EXERCISE DESCRIPTION: Copy out each line of the data that includes the string "interface".
· · · · ·
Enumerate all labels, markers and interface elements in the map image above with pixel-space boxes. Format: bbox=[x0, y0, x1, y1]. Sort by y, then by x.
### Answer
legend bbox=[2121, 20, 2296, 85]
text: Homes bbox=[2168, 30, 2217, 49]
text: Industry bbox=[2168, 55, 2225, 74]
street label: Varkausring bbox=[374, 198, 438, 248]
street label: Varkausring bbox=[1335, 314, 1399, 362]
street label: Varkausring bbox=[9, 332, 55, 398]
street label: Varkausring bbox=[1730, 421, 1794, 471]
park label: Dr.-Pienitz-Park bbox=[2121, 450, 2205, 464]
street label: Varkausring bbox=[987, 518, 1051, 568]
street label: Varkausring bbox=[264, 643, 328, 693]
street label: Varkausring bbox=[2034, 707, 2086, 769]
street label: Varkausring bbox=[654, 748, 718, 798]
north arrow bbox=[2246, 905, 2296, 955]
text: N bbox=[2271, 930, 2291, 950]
· · · · ·
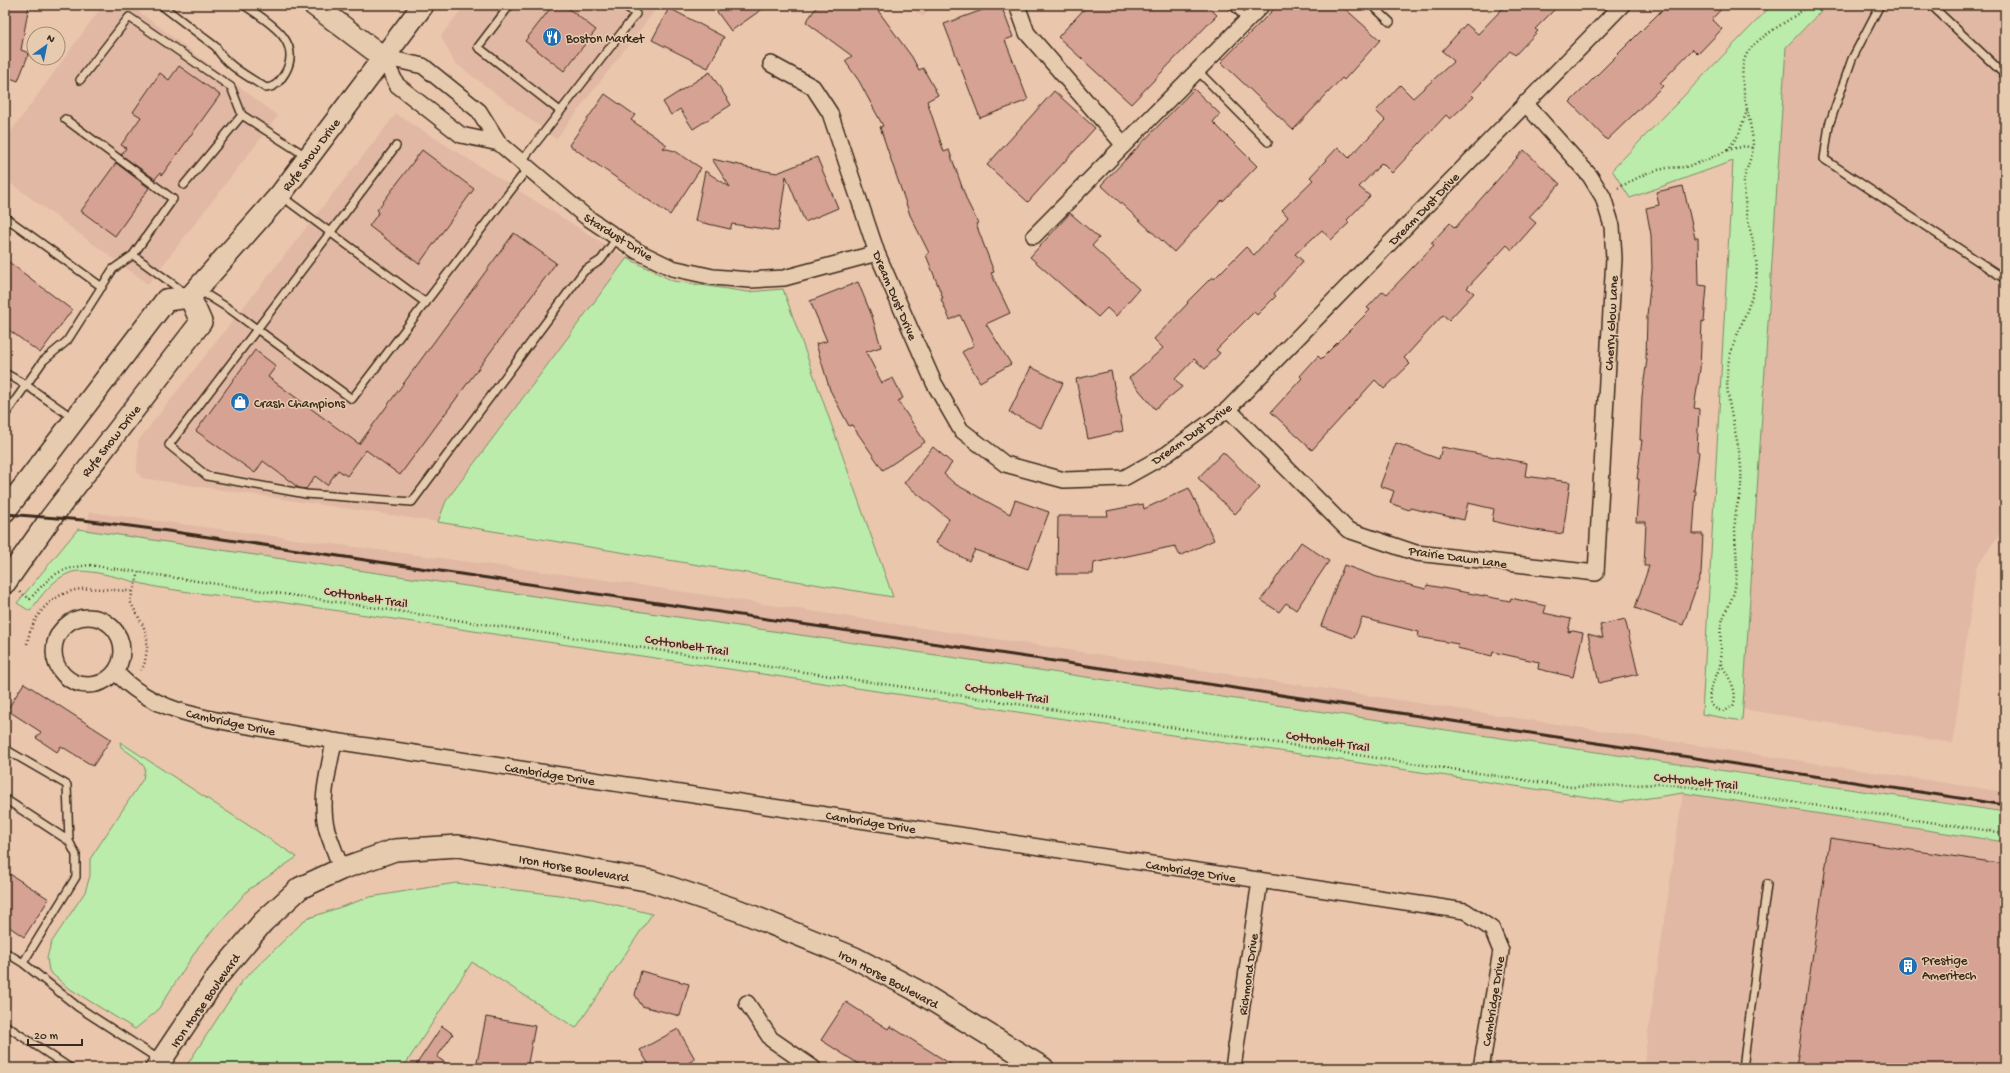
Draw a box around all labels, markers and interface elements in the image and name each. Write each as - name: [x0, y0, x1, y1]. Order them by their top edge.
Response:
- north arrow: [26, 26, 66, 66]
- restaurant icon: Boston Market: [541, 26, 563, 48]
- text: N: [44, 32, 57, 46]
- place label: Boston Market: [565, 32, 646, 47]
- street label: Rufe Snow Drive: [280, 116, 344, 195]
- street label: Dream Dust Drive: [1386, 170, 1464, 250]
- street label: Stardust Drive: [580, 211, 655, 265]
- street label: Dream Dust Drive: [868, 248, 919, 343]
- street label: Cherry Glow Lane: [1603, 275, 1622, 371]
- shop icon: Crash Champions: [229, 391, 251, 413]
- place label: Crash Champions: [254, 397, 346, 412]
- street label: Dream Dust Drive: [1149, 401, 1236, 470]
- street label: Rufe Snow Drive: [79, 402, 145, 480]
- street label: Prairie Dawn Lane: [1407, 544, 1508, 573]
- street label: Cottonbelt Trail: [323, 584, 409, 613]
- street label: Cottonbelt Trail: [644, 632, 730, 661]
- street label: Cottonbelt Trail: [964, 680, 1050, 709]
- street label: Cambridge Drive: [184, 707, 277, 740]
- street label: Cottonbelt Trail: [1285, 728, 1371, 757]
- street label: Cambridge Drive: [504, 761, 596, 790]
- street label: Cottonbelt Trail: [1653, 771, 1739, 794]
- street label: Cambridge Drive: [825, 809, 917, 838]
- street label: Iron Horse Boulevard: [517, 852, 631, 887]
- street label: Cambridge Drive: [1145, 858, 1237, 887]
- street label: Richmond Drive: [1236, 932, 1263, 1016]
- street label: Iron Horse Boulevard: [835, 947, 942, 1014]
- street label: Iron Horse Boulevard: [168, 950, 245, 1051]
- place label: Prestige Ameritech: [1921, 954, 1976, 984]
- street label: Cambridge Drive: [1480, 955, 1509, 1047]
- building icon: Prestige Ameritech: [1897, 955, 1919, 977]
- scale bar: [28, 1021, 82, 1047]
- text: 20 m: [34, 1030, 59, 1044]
· · · · ·
YOUR SOLUTION:
Enumerate all labels, markers and interface elements in the map image above with pixel-space boxes. Format: bbox=[x0, y0, x1, y1]. Sort by y, then by x.
Draw a box around all labels, markers and interface elements in the image and name each. Write each as - name: [x0, y0, x1, y1]. Order them by their top edge.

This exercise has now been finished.